Task requirements - Find every line below with the string "Ramjan" and pick it out.

= Beginning of Section =

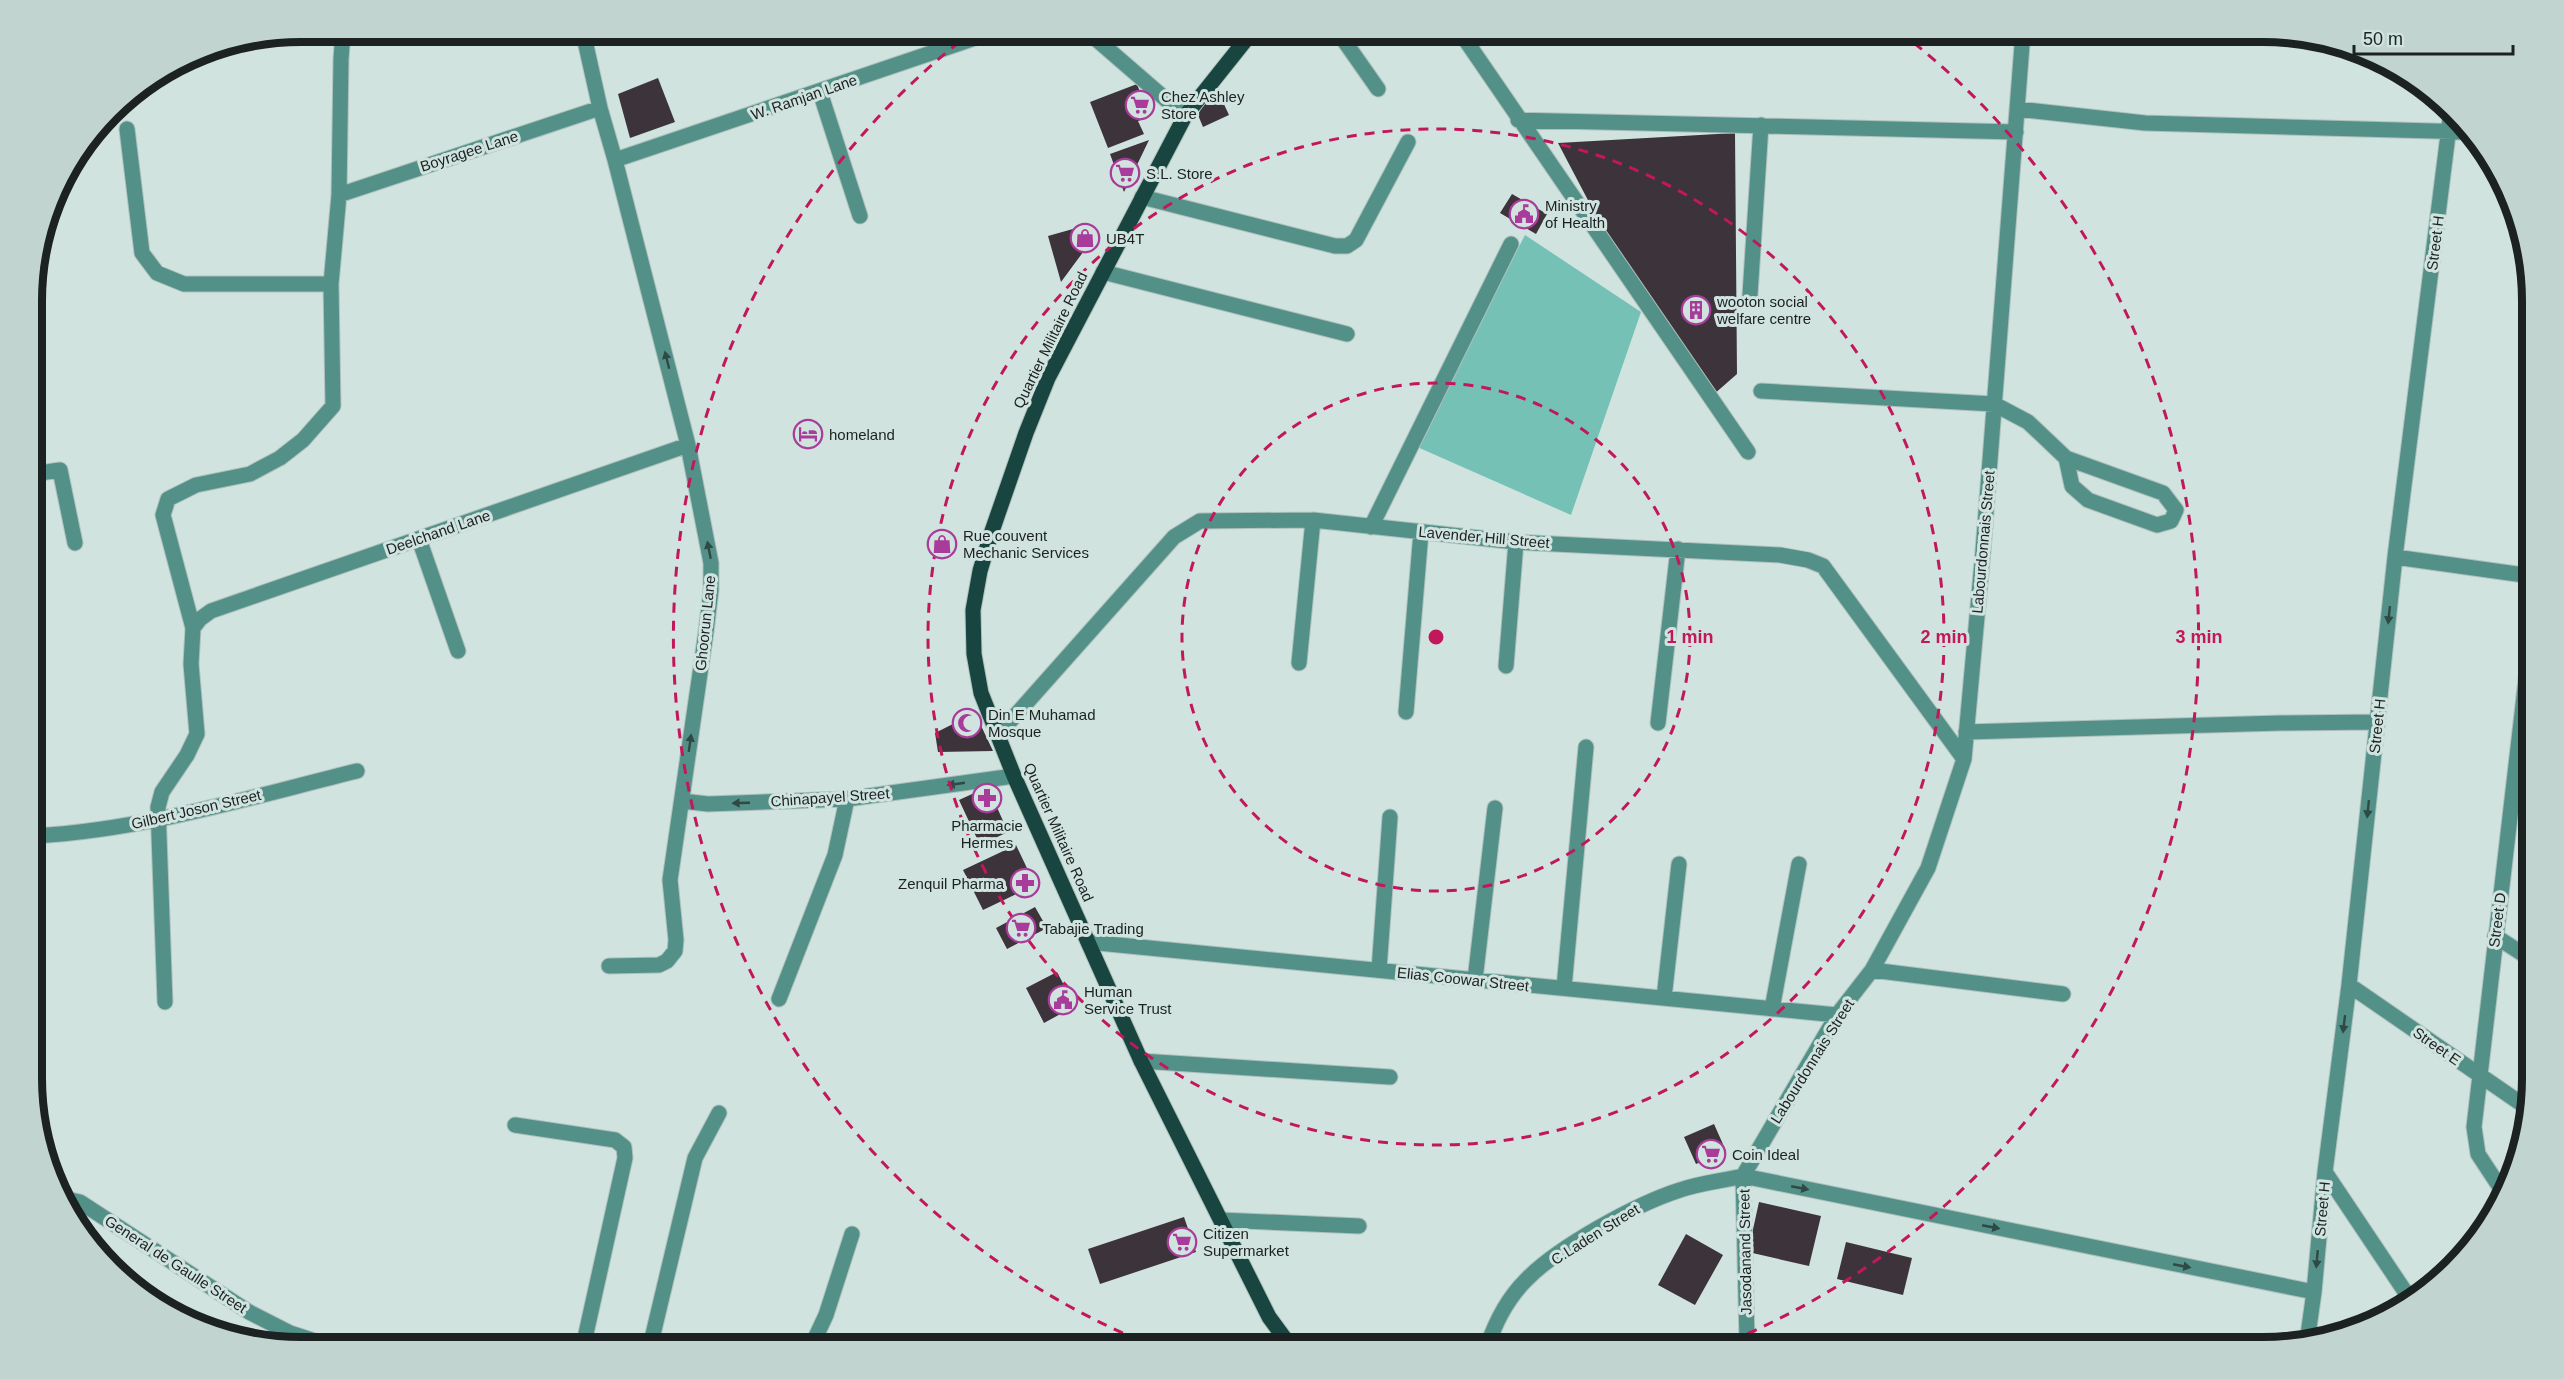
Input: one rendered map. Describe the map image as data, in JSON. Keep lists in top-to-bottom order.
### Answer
{
  "streets": {
    "main road": ["Quartier Militaire Road"],
    "street": [
      "W. Ramjan Lane",
      "Boyragee Lane",
      "Street H",
      "Deelchand Lane",
      "Lavender Hill Street",
      "Labourdonnais Street",
      "Ghoorun Lane",
      "Chinapayel Street",
      "Gilbert Joson Street",
      "Street D",
      "Elias Coowar Street",
      "Street E",
      "C.Laden Street",
      "Jasodanand Street",
      "General de Gaulle Street"
    ]
  },
  "crossings": [
    ["W. Ramjan Lane", "Ghoorun Lane"],
    ["Boyragee Lane", "Ghoorun Lane"],
    ["Street H", "Street E"],
    ["Quartier Militaire Road", "Lavender Hill Street"],
    ["Quartier Militaire Road", "Chinapayel Street"],
    ["Quartier Militaire Road", "Elias Coowar Street"],
    ["Deelchand Lane", "Ghoorun Lane"],
    ["Lavender Hill Street", "Labourdonnais Street"],
    ["Labourdonnais Street", "Elias Coowar Street"],
    ["Labourdonnais Street", "C.Laden Street"],
    ["Labourdonnais Street", "Jasodanand Street"],
    ["Ghoorun Lane", "Chinapayel Street"],
    ["Street D", "Street E"],
    ["C.Laden Street", "Jasodanand Street"]
  ],
  "one_way": ["Street H", "Ghoorun Lane", "Chinapayel Street"],
  "places": {
    "supermarket": [
      "Chez Ashley Store",
      "S.L. Store",
      "Tabajie Trading",
      "Coin Ideal",
      "Citizen Supermarket"
    ],
    "public building": ["Ministry of Health", "Human Service Trust"],
    "shop": ["UB4T", "Rue couvent Mechanic Services"],
    "building": ["wooton social welfare centre"],
    "hotel": ["homeland"],
    "mosque": ["Din E Muhamad Mosque"],
    "pharmacy": ["Pharmacie Hermes", "Zenquil Pharma"]
  },
  "scale_bar": "50 m",
  "rings": ["1 min", "2 min", "3 min"]
}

= End of Section =

Expected answer -
      "W. Ramjan Lane",
    ["W. Ramjan Lane", "Ghoorun Lane"],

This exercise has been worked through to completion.